Story highlights
Dutch designer Daan Roosegaarde unveiled his Smog Free Tower at Beijing Design Week
The tower attracts pollution particles and expels clean air
According to WHO, China has the world's "deadliest" air
One of the 21st century’s bleakest problems, air pollution leads to the premature death of 3 million people every year, according to a study published in the journal Nature last year. That number is set to double by 2050.
It’s no surprise that the biggest polluters are also the most at risk: China, which boasts one of the world’s fastest growing economies, also has the world’s “deadliest” air, according to the World Health Organization.
For those who live here, the news shouldn’t come as much of a shock. Pollution has become so ingrained in daily Chinese life that pollution masks featuring bold colors and flashy patterns have become must-have accessories for young urbanites concerned about breathing and looking good.
Two years ago, Beijing-based designer Masha Ma paired her garbs with Swarovski crystal-studded masks on the catwalks of Paris, then went on to sell them online alongside Chloe bags and Chanel pumps. At international schools around Beijing, students play inside million-dollar domes that act as air filters.
It’s into this environment that award-winning Dutch designer Daan Roosegaarde unveiled his Smog Free Tower, a seven-meter (23 feet) tall structure that combines beautiful design and technological advancement, during Beijing Design Week.
A smog vacuum
Looking like a cross between a spaceship and a traditional Chinese pagoda, the Smog Free Tower is essentially a giant air purifier created through a collaboration between Roosegaarde, Delft Technology University and European Nano Solutions, a green tech company in the Netherlands.
“It’s the largest smog vacuum cleaner in the world,” Roosegaarde says.
Here’s how it works: Using ion technology, the tower attracts and sucks in small pollution particles by sending positive ions into the air. Once inside the tower, these particles attach themselves to a grounded, negatively charged surface – what’s called a counter electrode.

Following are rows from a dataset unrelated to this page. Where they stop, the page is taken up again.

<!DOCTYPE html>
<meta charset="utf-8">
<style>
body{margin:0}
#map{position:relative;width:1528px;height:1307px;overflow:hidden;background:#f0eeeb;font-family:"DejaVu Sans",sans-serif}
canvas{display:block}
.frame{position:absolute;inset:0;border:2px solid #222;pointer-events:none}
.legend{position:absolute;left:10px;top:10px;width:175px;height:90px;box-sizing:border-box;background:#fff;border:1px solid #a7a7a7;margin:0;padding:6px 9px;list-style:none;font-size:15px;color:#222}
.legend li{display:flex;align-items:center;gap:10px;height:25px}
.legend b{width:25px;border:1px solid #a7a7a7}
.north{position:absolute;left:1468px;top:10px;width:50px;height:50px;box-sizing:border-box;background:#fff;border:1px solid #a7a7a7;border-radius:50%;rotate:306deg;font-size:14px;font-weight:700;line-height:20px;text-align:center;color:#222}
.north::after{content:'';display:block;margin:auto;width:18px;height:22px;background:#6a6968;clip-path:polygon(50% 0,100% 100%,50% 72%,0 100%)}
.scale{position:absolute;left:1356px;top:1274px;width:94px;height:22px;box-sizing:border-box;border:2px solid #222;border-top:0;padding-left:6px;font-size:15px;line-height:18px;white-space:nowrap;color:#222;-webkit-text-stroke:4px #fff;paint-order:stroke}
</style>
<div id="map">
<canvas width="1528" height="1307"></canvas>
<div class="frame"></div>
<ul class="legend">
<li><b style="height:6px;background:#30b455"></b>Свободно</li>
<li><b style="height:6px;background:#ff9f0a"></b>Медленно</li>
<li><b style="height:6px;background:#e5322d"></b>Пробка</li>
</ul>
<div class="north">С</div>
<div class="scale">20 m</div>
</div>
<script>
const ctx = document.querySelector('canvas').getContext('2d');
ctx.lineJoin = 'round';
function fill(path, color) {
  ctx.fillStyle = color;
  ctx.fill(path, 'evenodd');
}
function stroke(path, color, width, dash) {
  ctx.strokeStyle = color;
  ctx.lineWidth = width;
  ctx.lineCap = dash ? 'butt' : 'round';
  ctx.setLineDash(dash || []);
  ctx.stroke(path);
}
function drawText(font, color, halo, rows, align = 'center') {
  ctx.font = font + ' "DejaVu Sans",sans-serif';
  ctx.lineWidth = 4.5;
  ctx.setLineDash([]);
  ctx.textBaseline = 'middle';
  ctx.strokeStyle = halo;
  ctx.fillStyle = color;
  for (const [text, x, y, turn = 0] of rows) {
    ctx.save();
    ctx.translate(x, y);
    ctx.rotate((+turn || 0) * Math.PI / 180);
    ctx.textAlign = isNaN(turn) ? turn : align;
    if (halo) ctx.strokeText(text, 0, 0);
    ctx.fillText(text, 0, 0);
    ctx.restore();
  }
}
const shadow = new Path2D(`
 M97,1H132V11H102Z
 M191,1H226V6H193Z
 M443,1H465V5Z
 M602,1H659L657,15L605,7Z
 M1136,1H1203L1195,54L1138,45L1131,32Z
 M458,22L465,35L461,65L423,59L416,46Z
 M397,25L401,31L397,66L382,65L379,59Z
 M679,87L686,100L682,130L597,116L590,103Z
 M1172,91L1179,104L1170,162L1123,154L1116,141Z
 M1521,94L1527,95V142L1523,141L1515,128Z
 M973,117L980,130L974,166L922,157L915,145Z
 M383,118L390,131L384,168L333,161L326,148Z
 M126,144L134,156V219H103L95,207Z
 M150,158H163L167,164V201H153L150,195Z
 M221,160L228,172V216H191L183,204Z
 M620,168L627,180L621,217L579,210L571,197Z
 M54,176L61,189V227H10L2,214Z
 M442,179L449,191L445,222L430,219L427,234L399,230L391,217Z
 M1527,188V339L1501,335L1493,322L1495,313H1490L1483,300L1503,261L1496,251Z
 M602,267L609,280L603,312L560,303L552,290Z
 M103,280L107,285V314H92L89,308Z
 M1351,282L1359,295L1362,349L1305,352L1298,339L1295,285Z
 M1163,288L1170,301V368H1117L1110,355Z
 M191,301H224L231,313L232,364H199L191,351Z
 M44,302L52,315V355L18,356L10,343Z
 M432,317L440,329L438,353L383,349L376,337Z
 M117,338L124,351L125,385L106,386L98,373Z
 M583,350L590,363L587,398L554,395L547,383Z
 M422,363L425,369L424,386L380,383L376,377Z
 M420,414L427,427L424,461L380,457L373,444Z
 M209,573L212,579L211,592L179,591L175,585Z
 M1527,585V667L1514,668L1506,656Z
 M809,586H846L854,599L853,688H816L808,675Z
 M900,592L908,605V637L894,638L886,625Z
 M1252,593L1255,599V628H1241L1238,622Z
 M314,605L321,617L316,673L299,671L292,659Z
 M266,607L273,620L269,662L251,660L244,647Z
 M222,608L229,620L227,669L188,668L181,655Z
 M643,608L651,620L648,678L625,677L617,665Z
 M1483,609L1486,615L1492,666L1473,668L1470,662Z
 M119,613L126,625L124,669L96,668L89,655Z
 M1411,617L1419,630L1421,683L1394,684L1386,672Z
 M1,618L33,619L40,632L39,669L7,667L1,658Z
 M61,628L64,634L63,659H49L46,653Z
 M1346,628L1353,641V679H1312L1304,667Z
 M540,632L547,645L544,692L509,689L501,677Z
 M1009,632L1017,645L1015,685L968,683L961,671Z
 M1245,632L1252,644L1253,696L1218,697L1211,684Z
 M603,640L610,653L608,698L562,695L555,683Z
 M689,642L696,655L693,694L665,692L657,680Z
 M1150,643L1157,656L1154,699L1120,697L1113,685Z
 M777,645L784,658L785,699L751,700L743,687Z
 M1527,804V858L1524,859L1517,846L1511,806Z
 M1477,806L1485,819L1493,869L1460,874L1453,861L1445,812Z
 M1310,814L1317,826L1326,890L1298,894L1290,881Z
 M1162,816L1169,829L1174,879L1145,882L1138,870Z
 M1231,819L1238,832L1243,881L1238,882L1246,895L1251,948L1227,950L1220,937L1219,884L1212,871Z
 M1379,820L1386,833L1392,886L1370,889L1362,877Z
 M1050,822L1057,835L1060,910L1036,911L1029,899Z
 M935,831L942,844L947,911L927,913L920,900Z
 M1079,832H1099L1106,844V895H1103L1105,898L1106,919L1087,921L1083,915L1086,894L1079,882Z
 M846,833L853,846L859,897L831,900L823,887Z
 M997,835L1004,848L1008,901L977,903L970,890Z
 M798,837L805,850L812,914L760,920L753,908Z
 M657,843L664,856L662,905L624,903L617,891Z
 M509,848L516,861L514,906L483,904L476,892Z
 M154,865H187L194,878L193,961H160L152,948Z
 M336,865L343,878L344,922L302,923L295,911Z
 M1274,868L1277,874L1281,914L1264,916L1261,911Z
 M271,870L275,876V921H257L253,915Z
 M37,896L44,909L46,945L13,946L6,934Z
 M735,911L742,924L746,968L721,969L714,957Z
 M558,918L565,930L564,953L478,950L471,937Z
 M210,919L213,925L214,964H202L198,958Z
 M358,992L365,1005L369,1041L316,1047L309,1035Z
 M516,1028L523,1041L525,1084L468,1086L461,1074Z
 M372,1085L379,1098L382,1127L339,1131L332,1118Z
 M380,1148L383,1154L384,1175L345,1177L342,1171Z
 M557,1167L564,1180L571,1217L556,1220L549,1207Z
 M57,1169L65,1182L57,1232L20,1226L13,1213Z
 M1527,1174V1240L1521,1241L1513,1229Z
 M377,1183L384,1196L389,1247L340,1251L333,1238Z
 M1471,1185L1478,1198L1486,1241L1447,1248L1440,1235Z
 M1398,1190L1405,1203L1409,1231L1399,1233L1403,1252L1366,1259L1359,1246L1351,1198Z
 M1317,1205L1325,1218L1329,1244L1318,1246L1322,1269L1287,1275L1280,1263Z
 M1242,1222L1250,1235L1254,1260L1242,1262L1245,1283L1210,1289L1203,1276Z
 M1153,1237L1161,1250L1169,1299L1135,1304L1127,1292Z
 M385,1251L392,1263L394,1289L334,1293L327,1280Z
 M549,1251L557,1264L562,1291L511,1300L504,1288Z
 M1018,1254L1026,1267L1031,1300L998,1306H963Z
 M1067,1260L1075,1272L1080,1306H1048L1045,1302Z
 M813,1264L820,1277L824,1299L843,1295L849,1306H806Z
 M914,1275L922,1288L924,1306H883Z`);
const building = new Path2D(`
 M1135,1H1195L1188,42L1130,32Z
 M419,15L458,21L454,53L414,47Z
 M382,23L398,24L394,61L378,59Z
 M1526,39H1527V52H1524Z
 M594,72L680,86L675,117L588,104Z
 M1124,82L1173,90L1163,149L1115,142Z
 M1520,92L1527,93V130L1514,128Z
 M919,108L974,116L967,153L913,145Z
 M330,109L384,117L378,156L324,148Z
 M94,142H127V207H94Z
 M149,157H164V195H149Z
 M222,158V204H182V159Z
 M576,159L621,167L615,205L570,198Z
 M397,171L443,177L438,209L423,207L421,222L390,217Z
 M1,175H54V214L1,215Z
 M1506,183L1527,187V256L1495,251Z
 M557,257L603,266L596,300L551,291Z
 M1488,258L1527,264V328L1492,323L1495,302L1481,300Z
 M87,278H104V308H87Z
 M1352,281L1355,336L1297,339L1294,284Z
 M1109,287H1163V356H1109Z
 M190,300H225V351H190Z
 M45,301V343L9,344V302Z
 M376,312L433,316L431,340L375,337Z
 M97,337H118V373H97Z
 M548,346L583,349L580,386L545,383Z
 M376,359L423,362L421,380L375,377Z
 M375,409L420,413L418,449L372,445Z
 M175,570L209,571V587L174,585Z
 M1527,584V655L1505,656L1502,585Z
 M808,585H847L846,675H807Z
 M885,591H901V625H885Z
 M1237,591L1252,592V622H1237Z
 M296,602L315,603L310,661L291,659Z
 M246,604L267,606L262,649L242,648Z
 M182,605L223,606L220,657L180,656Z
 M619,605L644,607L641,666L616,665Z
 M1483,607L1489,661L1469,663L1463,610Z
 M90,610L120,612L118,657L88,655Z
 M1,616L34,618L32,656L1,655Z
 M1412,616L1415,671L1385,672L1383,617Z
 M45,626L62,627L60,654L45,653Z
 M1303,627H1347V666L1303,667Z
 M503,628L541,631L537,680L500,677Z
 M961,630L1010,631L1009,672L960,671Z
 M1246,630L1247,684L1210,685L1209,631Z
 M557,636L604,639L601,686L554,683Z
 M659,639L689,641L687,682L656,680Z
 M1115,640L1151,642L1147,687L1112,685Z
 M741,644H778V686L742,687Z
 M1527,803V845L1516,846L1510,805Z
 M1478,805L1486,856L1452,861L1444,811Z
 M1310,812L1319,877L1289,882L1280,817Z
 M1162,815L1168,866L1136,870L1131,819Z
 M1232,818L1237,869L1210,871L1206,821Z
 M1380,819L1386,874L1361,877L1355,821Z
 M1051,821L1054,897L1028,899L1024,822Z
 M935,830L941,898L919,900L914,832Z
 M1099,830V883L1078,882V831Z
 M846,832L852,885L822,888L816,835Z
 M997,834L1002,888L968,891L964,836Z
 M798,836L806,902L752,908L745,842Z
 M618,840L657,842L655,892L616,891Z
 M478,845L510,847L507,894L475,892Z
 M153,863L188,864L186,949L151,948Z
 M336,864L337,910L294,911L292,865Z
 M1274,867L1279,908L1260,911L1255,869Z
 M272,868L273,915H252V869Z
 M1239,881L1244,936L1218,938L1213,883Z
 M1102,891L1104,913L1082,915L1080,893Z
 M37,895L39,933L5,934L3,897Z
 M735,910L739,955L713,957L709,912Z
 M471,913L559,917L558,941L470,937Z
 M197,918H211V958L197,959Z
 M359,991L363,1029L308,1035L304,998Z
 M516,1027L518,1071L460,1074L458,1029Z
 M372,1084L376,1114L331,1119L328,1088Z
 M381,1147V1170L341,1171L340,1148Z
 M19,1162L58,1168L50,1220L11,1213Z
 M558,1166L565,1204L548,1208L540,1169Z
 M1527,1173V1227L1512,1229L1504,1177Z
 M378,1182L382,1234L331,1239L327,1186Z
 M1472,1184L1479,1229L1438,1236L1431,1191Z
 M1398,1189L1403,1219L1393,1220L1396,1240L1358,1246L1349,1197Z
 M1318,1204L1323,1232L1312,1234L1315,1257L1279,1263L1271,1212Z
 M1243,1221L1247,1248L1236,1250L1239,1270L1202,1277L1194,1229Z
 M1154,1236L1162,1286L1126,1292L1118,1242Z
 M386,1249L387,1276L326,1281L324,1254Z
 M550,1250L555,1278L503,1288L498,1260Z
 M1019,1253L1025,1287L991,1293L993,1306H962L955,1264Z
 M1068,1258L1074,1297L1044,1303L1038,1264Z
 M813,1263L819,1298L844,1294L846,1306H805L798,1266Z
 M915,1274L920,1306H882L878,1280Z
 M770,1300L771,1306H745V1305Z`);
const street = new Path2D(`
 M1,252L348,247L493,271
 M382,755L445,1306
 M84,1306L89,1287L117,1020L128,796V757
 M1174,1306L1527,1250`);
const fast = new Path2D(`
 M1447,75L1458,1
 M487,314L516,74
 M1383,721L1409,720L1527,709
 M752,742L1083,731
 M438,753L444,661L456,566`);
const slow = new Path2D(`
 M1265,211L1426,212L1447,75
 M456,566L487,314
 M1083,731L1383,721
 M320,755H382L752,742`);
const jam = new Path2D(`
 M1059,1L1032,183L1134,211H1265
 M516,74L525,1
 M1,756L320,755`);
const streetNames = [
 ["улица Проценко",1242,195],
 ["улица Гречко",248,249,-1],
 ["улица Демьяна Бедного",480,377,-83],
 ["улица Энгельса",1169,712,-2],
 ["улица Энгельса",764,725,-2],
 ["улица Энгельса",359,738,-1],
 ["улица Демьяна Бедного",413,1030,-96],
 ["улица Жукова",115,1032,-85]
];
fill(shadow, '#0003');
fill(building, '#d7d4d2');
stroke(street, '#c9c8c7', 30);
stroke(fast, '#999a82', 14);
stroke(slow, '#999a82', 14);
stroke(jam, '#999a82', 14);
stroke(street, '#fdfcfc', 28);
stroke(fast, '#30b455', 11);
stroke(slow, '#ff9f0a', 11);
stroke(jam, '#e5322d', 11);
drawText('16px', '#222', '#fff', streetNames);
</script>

Vents in the lower part of the tower then expel the clean air, creating a smog-free bubble around the structure.
“The tower cleans 30,000 cubic meters of air an hour,” Roosegarde says, or roughly a football stadium per day.
The process improves surrounding air quality by 75 percent and, Roosegarde claims, and doesn’t produce ozone, as the particles are charged with positive voltage rather than negative (“the safest way to handle high volumes of dirty air,” he says). The tower runs on no more than 1,400 watts, or the equivalent of what it takes to power a water boiler.
Roosegaarde and his team have also figured out how to compress the captured particles into tiny “gemstones” that are then sealed in a resin cube and mounted onto rings and cufflinks. (Each stone is the result of about 1,000 cubic meters of filtered air.)
Partly funded through Kickstarter, the Smog Free Tower took just over two and a half years to develop. Its pilot was unveiled last year in Rotterdam, where Roosegaarde’s design studio is based, but it is to China that it owes much of its existence: Roosegaarde conceived the idea in Beijing in 2013.
“I distinctively remember looking out of my hotel window one day and simply not being able to see anything,” he says. “From one day to the next, the city had disappeared under a thick blanket of smog.”
Roosegaarde currently has the backing of China’s Ministry of Environmental Protection, which has asked him to take his project across the country, with four more stops planned after Beijing. The support comes amid the government’s reinforced efforts to tackle pollution, an integral part of China’s 13th Five-Year Plan released last March.
Throughout his tour, Roosegaarde will meet with universities, schools and environmental organizations.
“The goal is not only to offer a local, tangible solution to create clean parks,” he says, “but also setting a new sense of beauty – a clean future – through the sensory experience of clean air.”
Just the beginning
Most of Roosegaarde’s projects are public-oriented and socially conscious. His Smart Highway project, for instance, envisions roads that charge during the day and glow at night, while Waterlicht uses LED technology to show rising water levels.
Such ambitious endeavors aren’t going unnoticed: Studio Roosegaarde just won the Design Innovation Medal at the London Design Festival.
But while Roosegaarde has high hopes for his Smog Free Tower, he knows it’s not a permanent solution.
“Since we installed it in Beijing, the tower has collected daily as much smog as it did over two weeks in the Netherlands,” Roosegaarde says. “This is an issue that can’t be fixed overnight, nor with just one tower. We need a bottom-up effort, with both citizens and governments actively working for change.
“My hope is that one day in 10 or 15 years, we’ll look back at it and find it obsolete. The pressing question is how are we going to get there? This,” he says, pointing at the tower, “is a start.”